Live album by James Young
- Released: 1968
- Recorded: 1968, At the Ulster Group Theatre
- Genre: Comedy
- Length: 54:36
- Label: Emerald Music
- Producer: Peter Lloyd

James Young chronology
| Young and Foolish (1967) | It's Great to be Young (1968) | James Young's 4th (1969) |

= It's Great to Be Young (album) =

It's Great to be Young is the third comedy album released by Northern Irish comedian and actor James Young.

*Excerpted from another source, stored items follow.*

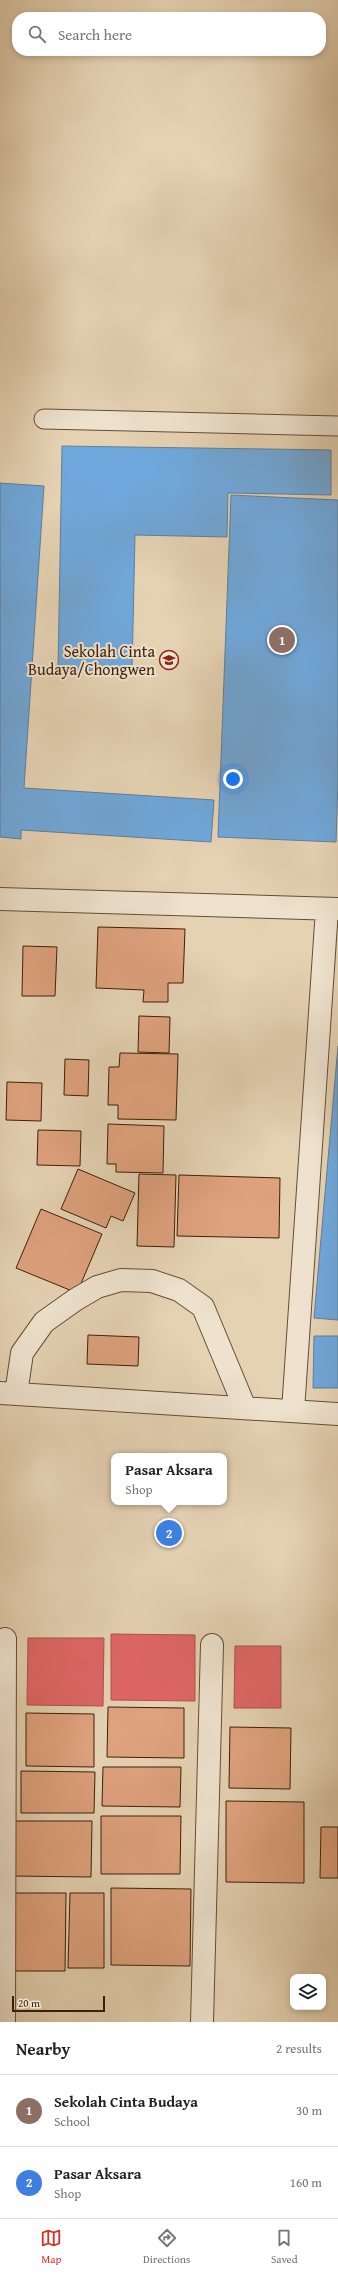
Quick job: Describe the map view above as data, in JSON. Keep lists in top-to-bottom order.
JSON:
{
  "places": {
    "school or university": ["Sekolah Cinta Budaya/Chongwen"]
  },
  "scale_bar": "20 m",
  "page": {
    "search": "Search here",
    "pins": ["1", "2"],
    "popup": ["Pasar Aksara", "Shop"],
    "scale": "20 m",
    "heading": ["Nearby", "2 results"],
    "list": [
      {
        "mark": "1",
        "name": "Sekolah Cinta Budaya",
        "note": "School",
        "value": "30 m"
      },
      {
        "mark": "2",
        "name": "Pasar Aksara",
        "note": "Shop",
        "value": "160 m"
      }
    ],
    "nav": ["Map", "Directions", "Saved"]
  }
}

The album cover features a picture taken by Stanley Matchett of Young in drag seated on a bench in the grounds of the City Hall, Belfast. The back cover features sleeve notes by Young.

==Track listing==

===Side 1===
1. Meet James Young - 6:54
2. Carpenter Crimmond - 4:03
3. Living in Hope - 6:59
4. The Ould Blackman - 2:38
5. Romeo and Juliet - 11:22

===Side 2===
1. The Chambermaid - 13:22
2. The Feud - 7:21
3. At Tte Labour Exchange - 2:40
4. The Critic - 5:25

==Re-release==
Emerald Music re-released the album in 1999 in a four-disc boxset to commemorate the 25th anniversary of Young's death. The album was boxed with three of Young's other comedy albums (Young at Heart, James Young Sings Ulster Party Pieces and James Young's 4th). The album was marketed as James Young: Ireland's Greatest Comic Legend Volume 2.